With that symbol system, we can represent nearly any pipelines that has a tree-like structure. For example, pipeline `E0 * E1 * E2` represents a pipeline with three stages, and each stage comes with a single candidate. While `E0 * (E1 + E2) * (E3 + E4 + E5)` represents the case for a pipeline with three stages, with the second stage has two candidates and the third stage with three candidates.

Another interesting feature of that symbol system is the symbol for estimator is recursively defined, similarly like how exression is defined in a programing language, so you can have pipeline as an estimator candidate which adds tons of flexibility when defining a pipeline. For example, suppose you have `P1: E0 * E1 * E2`, `P2: E0 * (E1 + E2) * (E3 + E4 + E5)` and `P3: E0 + E1 + E2 + E3`, to construct a pipeline that uses either `P1` or `P2` in the first stage, and direct result to `P3`, you simply need to put `P4: (P1 + P2) * P3` instead of constructing from very beginning.

In practice, you don't actually need to play with schema directly, instead `SweepablePipeline` provides `.Append(e1, e2, ...)` to simplify that whole process. Therefore, in coding, for pipeline `P1: E0 * E1 * E2`, it will look like
```csharp
var p1
p1 = p1.Append(e0).Append(e1).Append(e2);
```
And for `P2:E0 * (E1 + E2) * (E3 + E4 + E5)`, it will be
```csharp
var p2
p2 = p2.Append(e0).Append(e1, e2).Append(e3, e4, e5);
```
And for P3, P4
```csharp
var p3
p2 = p4.Append(p1, p2).Append(p3);
```

## Seach space in sweepable pipeline
Similarly on search space in sweepable estimator, sweepable pipeline also has search space. And it consists by two parts: search space from its estimators, and search space from its schema. In practice, the two search space will be saved together as nested search space. The key for estimators' search spaces is simply estimators' ids, and the key for schema's search space is hard-coded as `_SCHEMA_`.

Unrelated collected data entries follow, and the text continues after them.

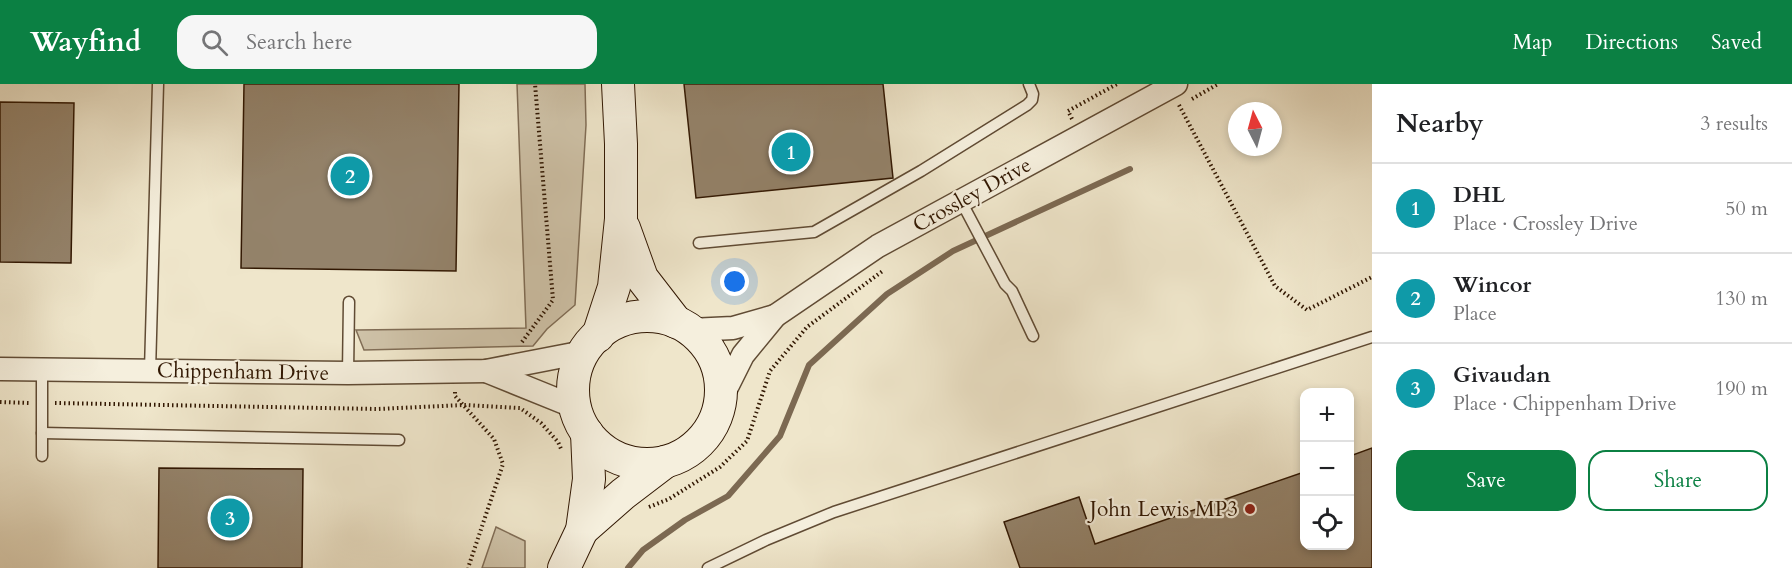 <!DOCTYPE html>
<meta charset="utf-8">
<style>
:root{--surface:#fff;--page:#f6f6f6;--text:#202124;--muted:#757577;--line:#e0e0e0;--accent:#0b8043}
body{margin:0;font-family:Cardo,serif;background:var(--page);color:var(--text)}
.controls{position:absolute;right:18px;bottom:18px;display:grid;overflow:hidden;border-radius:12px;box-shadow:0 3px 9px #0003}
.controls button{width:54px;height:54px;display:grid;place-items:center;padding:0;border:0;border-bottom:2px solid var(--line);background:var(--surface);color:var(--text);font:30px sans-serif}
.compass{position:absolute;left:1228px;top:18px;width:54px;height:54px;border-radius:50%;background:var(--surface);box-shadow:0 3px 9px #0003;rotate:354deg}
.you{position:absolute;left:735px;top:198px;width:21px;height:21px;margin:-15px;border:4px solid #fff;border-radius:50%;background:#1a73e8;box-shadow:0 0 0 9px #1a73e833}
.badge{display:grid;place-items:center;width:39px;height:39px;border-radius:50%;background:var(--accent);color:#fff;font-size:20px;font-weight:700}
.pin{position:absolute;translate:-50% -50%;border:3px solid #fff;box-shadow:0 2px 6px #0006}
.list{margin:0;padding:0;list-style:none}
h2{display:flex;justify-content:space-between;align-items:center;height:78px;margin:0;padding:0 24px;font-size:26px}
h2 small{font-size:20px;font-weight:400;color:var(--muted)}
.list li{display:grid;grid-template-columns:39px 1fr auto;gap:18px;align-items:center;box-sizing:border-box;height:90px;padding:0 24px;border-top:2px solid var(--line)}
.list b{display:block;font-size:22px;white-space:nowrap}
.list p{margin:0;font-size:20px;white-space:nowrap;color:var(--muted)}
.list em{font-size:20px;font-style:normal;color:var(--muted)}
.actions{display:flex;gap:12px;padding:18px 24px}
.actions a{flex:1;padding:14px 0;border:2px solid var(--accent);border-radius:18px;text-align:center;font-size:21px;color:var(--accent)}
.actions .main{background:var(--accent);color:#fff}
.icon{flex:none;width:33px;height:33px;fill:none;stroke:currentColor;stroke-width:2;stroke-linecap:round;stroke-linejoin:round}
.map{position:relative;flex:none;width:1372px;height:484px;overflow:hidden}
header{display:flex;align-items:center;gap:36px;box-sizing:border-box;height:84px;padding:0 30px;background:var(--accent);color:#fff}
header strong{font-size:28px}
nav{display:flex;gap:33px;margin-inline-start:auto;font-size:21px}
.search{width:420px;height:54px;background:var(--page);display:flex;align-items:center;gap:15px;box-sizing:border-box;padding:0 21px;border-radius:18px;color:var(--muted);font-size:22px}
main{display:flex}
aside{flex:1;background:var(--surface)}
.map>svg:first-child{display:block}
.green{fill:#cfc3a9;stroke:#806d56;stroke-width:1.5}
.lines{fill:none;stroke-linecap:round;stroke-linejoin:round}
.stream{stroke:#7c6952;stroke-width:6}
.building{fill:#94836b;stroke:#311702;stroke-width:1.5}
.lane-casing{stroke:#604b34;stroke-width:13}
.street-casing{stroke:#604b34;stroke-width:25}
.secondary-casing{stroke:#311702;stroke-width:34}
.path{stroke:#311702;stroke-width:4;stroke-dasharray:1.5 3;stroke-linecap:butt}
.lane{stroke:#f5efdd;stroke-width:10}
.street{stroke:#f5efdd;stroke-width:22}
.secondary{stroke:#f5efdd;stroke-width:32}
.poi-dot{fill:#8f2418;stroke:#f5efdd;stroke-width:2}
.labels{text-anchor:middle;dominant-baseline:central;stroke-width:4.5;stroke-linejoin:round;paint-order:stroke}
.street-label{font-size:21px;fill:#311702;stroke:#f5efdd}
.poi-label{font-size:21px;fill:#311702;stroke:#f5efdd;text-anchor:end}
</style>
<header>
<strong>Wayfind</strong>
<div class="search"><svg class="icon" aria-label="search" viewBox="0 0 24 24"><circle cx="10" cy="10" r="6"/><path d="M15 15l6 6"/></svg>Search here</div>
<nav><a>Map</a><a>Directions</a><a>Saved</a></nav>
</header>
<main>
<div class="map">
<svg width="1372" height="484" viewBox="0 0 1372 484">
<rect width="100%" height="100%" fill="#efe6cb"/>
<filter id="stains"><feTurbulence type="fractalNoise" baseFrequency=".00333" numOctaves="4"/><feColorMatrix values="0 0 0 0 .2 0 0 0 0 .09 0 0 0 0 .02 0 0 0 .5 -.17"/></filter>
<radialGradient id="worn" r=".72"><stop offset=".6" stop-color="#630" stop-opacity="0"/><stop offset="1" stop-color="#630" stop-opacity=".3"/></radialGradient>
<g class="green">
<polygon points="517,0 585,0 586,41 575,221 547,245 533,262 364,266 356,246 526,244"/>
<polygon points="496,443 525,457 525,484 482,484"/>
</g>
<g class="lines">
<polyline class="stream" points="628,484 643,466 685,436 728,412 780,352 809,281 887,210 953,167 1130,85"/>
</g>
<g class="building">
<polygon points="244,0 459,0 456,187 241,184"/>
<polygon points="684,0 883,0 893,94 696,114"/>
<polygon points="0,18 74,19 71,179 0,178"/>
<polygon points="1372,364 1372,484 1020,484 1004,438 1079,413 1095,460 1304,388 1304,462 1350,462 1350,372"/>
<polygon points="159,384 303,385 302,484 158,484"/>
</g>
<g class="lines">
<g class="lane-casing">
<g id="lane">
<polyline points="961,117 1005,200 1012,207 1033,252"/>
<polyline points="699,159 814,148 921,87 1027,21 1032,16 1033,10 1029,0"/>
<polyline points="42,285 42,372"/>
<polyline points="150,287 158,0"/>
<polyline points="348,289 349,218"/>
<polyline points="42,349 399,356"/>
<polyline points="708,484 766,456 834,428 1372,253"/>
</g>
</g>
<g class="street-casing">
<g id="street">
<polyline points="690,246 733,244 775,232"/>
<polyline points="0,285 348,289 486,287 584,268"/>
<polyline points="486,287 575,323"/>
<polyline points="721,315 743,271 775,232 878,162 1176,0"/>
</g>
</g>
<g class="secondary-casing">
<g id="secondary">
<polyline points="624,144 642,194 676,238"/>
<circle cx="647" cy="306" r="74"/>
<polyline points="598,252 614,203 621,135 621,60 618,0"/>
<polyline points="582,446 623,410 665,378"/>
<polyline points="564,484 582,446 589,395 587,349"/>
</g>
</g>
<g class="path">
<polyline points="1192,15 1218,0"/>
<polyline points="1179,21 1275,202 1307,226 1372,193"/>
<polyline points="1072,35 1068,27 1117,0"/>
<polyline points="522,258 553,216 535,0"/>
<polyline points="455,308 455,312 494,355 503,380 468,484"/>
<polyline points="0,318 29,319"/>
<polyline points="55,319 377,325 464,321 520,324 541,339 558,358 562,367"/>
<polyline points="649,423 669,415 720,383 747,357 770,287 807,243 884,186"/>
</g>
<use href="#lane" class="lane"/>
<use href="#street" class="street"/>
<use href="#secondary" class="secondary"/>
</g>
<circle class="poi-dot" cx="1250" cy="425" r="6"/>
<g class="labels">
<g class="street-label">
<text transform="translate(972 111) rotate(-29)">Crossley Drive</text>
<text transform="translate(243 288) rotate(1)">Chippenham Drive</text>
</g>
<g class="poi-label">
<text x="1238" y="425">John Lewis MP3</text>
</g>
</g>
<rect width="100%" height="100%" filter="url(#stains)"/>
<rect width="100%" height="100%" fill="url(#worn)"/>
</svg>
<div class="controls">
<button>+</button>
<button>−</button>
<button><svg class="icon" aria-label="locate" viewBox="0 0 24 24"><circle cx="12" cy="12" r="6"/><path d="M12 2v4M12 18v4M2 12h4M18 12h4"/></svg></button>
</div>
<svg class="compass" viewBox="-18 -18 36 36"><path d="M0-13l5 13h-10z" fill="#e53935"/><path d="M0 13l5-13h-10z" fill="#757577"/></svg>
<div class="you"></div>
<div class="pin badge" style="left:791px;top:68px;background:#0f9aa8">1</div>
<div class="pin badge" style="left:350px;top:92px;background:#0f9aa8">2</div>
<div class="pin badge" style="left:230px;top:434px;background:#0f9aa8">3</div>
</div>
<aside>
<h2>Nearby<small>3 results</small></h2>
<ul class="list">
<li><span class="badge" style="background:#0f9aa8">1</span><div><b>DHL</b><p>Place · Crossley Drive</p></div><em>50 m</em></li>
<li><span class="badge" style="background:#0f9aa8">2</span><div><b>Wincor</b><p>Place</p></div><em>130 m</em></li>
<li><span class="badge" style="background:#0f9aa8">3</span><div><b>Givaudan</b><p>Place · Chippenham Drive</p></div><em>190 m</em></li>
</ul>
<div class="actions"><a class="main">Save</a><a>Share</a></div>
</aside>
</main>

For example, for `p2`, its search space will be `{_SCHEMA_: schema_search_space, e0: e0_search_space, e1: e1_search_space, e2: e2_search_space ... e5: e5_search_space}`, where `e_N_search_space` is simply search space from `e_N`, `schema_search_space` is deducted from its schema.

The deducting rule for schema is nothing different than expanding a term. It generates a choice option, where each choice represent a possible way of constructing a trainable pipeline from sweepable pipeline.
For `p1`, its search space will be a choice option with only one choice: `choice:[e0 * e1 * e2]`, for `p2`, it is `choice: [e0 * e1 * e3, e0 * e1 * e4, e0 * e1 * e5,,, e0 * e2 * e5]`, which contains `1 * 2 * 3 = 6` options.

The advantage of using this strategy to represent a sweepable pipeline's search space is it hides the difference for search spaces between sweepable pipeline and estimator and therefore, greatly simplify the developing work for tuners.

Another advantage of putting estimators and schema search spaces altogether is this strategy making it possible to predict model score via hyper-parameter sampling only, which is critial for the future one-shot automl implementation.